About two weeks ago I discovered a huge and beautiful yellow garden spider at the front of the house near the water faucet. It had a web between some low shrubs and the siding. I bent closer to get a better look at her and she started to bounce her web in the most threatening manner! I was amazed and backed up then walked down our walk to see this thing from a side angle view. She was moving the web two or three inches.
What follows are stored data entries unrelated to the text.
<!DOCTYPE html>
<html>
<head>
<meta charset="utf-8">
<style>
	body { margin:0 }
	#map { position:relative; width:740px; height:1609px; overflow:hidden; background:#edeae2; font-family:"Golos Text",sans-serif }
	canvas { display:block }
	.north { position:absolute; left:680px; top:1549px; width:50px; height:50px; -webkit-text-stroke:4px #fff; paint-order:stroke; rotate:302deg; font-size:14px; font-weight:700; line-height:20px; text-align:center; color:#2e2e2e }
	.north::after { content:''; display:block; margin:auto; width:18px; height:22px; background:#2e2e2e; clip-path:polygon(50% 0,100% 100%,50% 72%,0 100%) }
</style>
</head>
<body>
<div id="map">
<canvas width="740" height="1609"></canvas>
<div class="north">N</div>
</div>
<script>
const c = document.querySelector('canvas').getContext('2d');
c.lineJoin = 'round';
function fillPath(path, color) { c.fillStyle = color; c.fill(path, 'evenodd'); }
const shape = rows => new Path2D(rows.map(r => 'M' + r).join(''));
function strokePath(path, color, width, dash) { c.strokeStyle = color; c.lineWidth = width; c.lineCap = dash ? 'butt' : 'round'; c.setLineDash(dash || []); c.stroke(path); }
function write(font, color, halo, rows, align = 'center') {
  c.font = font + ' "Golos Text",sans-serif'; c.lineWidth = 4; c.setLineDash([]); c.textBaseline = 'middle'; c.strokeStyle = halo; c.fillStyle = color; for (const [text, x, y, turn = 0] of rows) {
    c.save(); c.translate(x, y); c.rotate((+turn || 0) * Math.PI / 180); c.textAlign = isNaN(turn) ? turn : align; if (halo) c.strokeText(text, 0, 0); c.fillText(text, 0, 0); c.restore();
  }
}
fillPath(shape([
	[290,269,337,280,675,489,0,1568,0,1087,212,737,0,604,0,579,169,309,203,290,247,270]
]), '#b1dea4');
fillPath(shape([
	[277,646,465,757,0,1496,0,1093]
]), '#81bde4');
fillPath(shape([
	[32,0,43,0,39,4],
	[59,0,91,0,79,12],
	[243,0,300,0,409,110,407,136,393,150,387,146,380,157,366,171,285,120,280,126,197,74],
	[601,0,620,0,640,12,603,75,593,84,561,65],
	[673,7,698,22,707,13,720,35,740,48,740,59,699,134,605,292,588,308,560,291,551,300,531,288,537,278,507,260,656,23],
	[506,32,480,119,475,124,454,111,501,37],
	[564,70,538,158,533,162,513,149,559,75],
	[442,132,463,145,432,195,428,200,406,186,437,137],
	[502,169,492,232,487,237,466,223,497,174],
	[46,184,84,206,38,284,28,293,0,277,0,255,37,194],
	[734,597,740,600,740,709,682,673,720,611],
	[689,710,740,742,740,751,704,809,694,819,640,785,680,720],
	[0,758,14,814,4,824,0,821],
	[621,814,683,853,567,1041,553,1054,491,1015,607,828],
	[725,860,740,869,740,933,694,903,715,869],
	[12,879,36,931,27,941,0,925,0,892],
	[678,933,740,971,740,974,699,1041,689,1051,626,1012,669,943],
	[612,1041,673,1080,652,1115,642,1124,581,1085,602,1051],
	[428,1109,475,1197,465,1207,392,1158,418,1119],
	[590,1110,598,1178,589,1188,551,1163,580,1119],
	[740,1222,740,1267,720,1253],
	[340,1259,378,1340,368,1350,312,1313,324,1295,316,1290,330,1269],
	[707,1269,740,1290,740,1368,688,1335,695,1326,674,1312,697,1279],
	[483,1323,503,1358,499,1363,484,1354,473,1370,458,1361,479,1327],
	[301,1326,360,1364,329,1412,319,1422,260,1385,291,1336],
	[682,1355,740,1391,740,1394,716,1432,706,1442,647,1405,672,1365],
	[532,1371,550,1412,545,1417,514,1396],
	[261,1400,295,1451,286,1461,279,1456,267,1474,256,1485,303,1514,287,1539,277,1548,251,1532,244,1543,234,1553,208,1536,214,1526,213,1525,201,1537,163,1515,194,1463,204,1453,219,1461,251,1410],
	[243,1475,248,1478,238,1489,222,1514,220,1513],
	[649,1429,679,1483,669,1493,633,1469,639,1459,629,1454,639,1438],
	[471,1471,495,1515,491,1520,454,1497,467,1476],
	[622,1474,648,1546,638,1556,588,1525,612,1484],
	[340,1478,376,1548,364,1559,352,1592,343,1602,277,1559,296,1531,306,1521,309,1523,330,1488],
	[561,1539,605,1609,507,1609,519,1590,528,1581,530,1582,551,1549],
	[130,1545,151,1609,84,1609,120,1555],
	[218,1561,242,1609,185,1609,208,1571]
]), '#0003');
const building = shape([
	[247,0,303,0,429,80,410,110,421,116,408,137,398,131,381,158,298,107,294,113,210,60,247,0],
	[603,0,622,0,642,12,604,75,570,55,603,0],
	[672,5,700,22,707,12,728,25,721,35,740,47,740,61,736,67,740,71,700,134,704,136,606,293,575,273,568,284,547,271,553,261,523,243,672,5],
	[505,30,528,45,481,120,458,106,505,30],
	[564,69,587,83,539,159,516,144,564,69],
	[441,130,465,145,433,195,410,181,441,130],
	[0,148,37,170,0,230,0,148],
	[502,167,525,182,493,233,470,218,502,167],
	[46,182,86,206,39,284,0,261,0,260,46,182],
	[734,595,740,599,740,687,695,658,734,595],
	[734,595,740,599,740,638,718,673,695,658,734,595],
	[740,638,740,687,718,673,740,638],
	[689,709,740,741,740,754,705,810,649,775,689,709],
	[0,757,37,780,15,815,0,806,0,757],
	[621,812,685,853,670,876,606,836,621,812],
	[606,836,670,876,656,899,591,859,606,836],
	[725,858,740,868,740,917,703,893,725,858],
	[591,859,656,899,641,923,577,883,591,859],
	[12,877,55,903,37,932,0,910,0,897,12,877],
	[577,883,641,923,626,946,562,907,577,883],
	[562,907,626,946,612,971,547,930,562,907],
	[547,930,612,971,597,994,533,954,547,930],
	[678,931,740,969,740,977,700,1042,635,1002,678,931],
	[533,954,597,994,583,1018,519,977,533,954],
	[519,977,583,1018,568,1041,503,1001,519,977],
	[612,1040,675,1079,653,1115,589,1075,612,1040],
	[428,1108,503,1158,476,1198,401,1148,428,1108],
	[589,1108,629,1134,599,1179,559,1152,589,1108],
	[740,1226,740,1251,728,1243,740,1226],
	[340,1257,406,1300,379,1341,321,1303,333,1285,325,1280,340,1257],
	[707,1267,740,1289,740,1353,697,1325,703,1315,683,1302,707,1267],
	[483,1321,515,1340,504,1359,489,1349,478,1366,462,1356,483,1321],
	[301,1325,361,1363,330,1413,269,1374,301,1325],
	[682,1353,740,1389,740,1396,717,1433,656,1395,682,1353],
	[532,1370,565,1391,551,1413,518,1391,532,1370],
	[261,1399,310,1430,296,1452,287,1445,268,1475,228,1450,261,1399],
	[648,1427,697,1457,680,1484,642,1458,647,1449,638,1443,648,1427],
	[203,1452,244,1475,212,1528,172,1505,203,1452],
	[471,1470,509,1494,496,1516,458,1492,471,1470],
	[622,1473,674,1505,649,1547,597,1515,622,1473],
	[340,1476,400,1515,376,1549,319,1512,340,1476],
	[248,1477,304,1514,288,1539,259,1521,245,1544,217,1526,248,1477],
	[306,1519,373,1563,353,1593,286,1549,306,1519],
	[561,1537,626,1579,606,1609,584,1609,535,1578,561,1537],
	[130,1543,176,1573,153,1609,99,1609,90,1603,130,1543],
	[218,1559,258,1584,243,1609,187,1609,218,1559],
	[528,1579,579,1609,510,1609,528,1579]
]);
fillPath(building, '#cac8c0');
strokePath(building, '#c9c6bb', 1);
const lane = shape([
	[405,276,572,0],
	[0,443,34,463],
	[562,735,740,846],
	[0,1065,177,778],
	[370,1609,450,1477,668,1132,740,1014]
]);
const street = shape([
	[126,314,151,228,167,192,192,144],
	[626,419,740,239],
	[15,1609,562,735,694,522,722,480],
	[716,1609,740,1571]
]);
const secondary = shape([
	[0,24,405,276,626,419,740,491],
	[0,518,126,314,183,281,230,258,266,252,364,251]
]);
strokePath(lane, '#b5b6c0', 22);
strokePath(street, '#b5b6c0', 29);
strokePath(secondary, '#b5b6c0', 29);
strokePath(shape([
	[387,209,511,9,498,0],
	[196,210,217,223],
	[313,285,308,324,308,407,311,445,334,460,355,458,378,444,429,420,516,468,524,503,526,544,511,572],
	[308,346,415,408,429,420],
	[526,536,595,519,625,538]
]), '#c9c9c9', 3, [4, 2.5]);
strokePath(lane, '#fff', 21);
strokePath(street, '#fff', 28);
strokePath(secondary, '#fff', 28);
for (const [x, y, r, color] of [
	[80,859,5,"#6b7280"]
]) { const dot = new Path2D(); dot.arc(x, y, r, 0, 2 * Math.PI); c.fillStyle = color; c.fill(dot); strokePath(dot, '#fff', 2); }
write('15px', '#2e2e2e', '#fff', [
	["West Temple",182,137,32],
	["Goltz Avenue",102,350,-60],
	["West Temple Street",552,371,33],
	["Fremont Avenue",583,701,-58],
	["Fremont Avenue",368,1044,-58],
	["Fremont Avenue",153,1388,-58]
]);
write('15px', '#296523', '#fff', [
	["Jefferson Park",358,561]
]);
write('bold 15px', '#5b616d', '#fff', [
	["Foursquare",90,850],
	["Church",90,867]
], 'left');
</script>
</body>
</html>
Well, I was so impressed, I decided to paint her for the "All Things Great and Small" theme for the next church art show, which I did. It was a simple piece of the spider in the center of her white line of nearly perfect zig-zag spun silk. I enjoyed this discovery so much that I did some research on the argiope auranta, and gave each member of my family a web bouncing show.

"...the Lord God formed every beast of the field and every bird of the air, and brought them to the man to see what he would call them; and whatever the man called every living creature, that was its name."

-- Genesis 2:19


Marilyn O. Strother - A native of Champaign, Illinois, Marilyn received her BFA with honors from Mills College, Oakland CA. She has cultivated her art talent in Peace Corps/Nicaragua as an illustrator and has shown her work in many venues. Among these are the U.S. Embassy in Managua, Nicaragua, the United Nations in NYC, art fairs in New York and Connecticut, as well as galleries in Illinois, California and New York. Having moved to Chapel Hill in the summer of 2001 Marilyn now is adapting to this new environment of subject matter. It is also time to discover how thirty-five years of watercolor painting fortifies ventures into oil. She celebrates the beauty of creation and the wonderful likeness we have to our Creator in the use of our gifts. Even the abstract flow of the paint has its beauty before it is seen in form and context as a representation of something else.

"What have you that you did not receive? If then you received it, why then do you boast as if it were not a gift?"